平成12年10月号「サイレントマジョリティ」

 大東亜戦争も終局を迎えつつあった昭和20年7月30日、アメリカ海軍の重巡洋艦「インディアナポリス」が日本海軍の潜水艦伊58號によって沈められたことは意外と知られていない。艦船が攻撃され、1分間以内に沈められることを「轟沈」というが、まさしくそれに相応しい戦果であった。カリフォルニア西方海上であったと思うが、これにより乗組員1200人中800人が戦死したと聞く。アメリカ大統領トルーマンはこの報に接し、「いいかげん、この戦争を終結させないといけない」と「原子爆弾の使用」に意を強くしたという。

 ストーリーを「インディアナポリスの轟沈」から開始すると大半の読者はアメリカにも言い分があると思われるかも知れないのでもう少し詳しく説明しよう。「インディアナポリス」はある兵器をアメリカ本土から太平洋の孤島テ二アンに運び終えてからの帰路にあったのである。そして、その兵器とは何を隠そう、同月(7月)の16日にロス・アラモスの試験場で歴史上初の核実験に成功したばかりの原子爆弾であった。

 当時、アメリカは戦局の根本的な打開をマンハッタン計画による最終兵器の開発と成功に賭け、それこそ国家総動員でことに当っていた。その結果、完成したのが2個の原子爆弾であった。ひとつは「リトルボーイ」(小僧)というニックネームの直径0.71m、長さ3.5mの代物で広島で使用されたもの、もうひとつは「ファットマン」(太っちょ)というニックネームの直径1.52m、長さ3.25mの代物で長崎に投下されたものであった。

 戦後の国際秩序を睨んでいたアメリカは、自らの陣営に引き込むことに成功はしたものの抬頭しつつあったソヴィエト連邦を牽制する意味もあって、自らが日本に対して「いかに早く勝つか」という従来のスタンスに「いかに残虐に勝つか」を加えることになった。戦後世界体制のヘゲモニー(主導権)を握るためには「いかなる勝ち方」が最も重要であるか、という問題意識から兵器を選択したといっていいだろう。そして、「最も残忍な勝ち方」を担保してくれるものとして選ばれ、作られたのがこの原子爆弾であった。
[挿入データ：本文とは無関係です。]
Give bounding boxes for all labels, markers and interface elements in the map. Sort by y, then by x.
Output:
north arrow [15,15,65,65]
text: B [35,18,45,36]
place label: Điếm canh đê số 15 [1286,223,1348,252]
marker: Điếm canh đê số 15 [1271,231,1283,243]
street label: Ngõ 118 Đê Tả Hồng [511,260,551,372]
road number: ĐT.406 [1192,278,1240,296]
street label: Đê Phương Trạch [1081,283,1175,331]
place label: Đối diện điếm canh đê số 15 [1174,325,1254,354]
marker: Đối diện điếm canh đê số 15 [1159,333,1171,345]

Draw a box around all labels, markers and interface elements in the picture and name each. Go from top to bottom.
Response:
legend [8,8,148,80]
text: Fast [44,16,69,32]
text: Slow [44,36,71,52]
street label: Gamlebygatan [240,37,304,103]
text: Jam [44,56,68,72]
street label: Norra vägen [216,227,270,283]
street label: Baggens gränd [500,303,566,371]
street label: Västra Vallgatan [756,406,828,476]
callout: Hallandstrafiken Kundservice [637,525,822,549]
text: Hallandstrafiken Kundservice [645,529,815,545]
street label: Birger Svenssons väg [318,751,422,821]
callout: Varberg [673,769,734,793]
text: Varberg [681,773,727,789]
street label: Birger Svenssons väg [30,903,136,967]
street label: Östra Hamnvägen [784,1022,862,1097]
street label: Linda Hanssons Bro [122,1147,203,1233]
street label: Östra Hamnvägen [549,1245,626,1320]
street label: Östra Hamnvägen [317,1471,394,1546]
 マフィアは自らの力の絶対性を内外に誇示するために最も残酷な処刑の仕方をする。そうすることによって残された者が報復の思いに傾斜するのを予め断ち切らせる。「やられたらやり返せ!」とはいうものの、余りの惨さゆえに「特攻隊員」の心境にでもならない限り(自らも死を覚悟しない限り)、決して報復などできるものではない。

 話を本題に移そう。昭和20年8月6日、広島では7.8万人が焦熱地獄の中で焼き殺され、かろうじて死を免れたとはいえ、負傷した人は5万人を超えるに至った。そして、8月の9日には追い討ちをかけるように長崎に第2弾が投下され、ここでも、2.5万人が焼き殺された。摂氏3千度とも4千度ともいわれる灼熱の溶鉱炉の中に町全体が丸ごとたたき込まれたのだった。それはさながら燃え盛る太陽がそのまま地表にこすりつけられたかのようでもあった。死体が残ったのはまだ幸せだとも言われた。それもそのはず、余りの高熱ゆえ、多くのケースは生きながら煙や水蒸気となって空中に舞い上がってしまったからである。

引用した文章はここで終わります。